ACTION ITEM: Say how many lines in the records contain "Zirahuén". The reply must consist of the number alone.

Stored data entries
- - - - -
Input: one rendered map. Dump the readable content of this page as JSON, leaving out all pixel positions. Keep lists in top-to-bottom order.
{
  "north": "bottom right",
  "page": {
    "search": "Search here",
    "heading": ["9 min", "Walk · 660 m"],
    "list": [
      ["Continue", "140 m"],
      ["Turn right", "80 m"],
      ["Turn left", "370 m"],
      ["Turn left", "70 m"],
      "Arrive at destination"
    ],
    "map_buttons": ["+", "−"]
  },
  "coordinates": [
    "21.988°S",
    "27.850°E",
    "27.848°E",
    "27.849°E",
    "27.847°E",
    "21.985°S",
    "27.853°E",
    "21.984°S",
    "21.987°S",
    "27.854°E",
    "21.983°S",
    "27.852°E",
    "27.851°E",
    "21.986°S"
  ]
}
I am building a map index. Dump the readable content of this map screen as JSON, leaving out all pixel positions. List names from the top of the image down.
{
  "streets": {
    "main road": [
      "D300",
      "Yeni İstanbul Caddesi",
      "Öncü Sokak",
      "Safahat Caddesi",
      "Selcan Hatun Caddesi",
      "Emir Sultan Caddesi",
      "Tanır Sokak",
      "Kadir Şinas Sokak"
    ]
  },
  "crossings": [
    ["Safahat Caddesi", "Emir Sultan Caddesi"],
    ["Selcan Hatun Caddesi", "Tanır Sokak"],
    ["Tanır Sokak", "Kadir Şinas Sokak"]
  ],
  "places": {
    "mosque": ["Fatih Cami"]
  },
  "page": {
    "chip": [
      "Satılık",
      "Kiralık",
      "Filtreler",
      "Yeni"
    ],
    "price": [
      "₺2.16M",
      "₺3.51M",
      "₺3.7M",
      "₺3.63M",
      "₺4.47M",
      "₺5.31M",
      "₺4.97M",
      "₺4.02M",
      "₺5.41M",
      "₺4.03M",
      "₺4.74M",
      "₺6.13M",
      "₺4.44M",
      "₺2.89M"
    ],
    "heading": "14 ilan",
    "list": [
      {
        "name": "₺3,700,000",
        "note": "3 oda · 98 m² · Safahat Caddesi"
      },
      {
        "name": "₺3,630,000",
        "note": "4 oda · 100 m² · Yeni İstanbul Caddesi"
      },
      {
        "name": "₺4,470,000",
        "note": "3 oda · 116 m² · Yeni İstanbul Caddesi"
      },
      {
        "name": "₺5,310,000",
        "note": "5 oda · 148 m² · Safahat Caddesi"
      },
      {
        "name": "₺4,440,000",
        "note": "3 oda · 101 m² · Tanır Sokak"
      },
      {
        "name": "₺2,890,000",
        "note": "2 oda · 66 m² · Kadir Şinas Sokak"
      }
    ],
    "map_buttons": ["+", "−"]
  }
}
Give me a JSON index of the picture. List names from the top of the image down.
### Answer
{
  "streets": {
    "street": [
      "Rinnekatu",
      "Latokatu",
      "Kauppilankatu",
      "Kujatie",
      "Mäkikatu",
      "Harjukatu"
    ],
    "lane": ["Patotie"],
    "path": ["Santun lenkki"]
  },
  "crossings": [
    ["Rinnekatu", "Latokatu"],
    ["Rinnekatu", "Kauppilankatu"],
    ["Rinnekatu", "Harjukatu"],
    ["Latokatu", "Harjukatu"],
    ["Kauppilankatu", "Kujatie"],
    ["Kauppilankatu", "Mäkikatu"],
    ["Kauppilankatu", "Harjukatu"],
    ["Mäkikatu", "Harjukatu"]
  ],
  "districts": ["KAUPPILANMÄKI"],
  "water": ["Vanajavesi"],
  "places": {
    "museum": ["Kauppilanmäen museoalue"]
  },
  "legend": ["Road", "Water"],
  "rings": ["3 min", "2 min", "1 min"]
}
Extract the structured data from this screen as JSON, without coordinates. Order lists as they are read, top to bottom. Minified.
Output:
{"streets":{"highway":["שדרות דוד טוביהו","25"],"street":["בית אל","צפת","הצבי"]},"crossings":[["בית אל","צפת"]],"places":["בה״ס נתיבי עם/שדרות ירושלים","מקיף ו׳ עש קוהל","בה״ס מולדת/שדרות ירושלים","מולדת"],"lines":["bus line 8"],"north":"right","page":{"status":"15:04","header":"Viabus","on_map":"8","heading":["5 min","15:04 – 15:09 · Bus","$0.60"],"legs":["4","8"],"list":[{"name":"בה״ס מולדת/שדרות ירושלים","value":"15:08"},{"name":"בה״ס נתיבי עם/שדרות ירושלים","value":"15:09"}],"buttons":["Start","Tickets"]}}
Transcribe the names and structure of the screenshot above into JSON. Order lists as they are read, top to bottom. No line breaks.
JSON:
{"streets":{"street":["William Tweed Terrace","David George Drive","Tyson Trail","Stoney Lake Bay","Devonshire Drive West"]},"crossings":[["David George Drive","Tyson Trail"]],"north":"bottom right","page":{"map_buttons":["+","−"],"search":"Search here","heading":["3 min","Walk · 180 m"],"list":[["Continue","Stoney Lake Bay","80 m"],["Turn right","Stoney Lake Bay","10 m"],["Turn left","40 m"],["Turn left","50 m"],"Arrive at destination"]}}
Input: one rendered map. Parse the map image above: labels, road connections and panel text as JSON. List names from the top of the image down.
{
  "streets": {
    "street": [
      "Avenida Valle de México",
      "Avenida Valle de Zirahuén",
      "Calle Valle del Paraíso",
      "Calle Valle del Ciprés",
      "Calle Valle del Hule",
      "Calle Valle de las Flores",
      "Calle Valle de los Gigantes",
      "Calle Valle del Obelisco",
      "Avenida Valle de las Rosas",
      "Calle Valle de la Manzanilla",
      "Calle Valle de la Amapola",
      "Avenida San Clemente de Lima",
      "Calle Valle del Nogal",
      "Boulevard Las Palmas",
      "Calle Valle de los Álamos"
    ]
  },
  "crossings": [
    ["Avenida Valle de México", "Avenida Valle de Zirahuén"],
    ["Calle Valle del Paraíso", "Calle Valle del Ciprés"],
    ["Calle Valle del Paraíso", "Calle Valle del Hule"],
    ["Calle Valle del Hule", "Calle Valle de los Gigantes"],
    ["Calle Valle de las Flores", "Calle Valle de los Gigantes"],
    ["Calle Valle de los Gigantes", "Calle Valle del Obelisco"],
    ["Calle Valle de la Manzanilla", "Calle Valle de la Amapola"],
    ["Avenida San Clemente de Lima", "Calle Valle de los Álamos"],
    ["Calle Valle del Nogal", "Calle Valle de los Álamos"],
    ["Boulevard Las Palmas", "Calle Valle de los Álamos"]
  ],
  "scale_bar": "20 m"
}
- - - - -
TASK RESPONSE: 2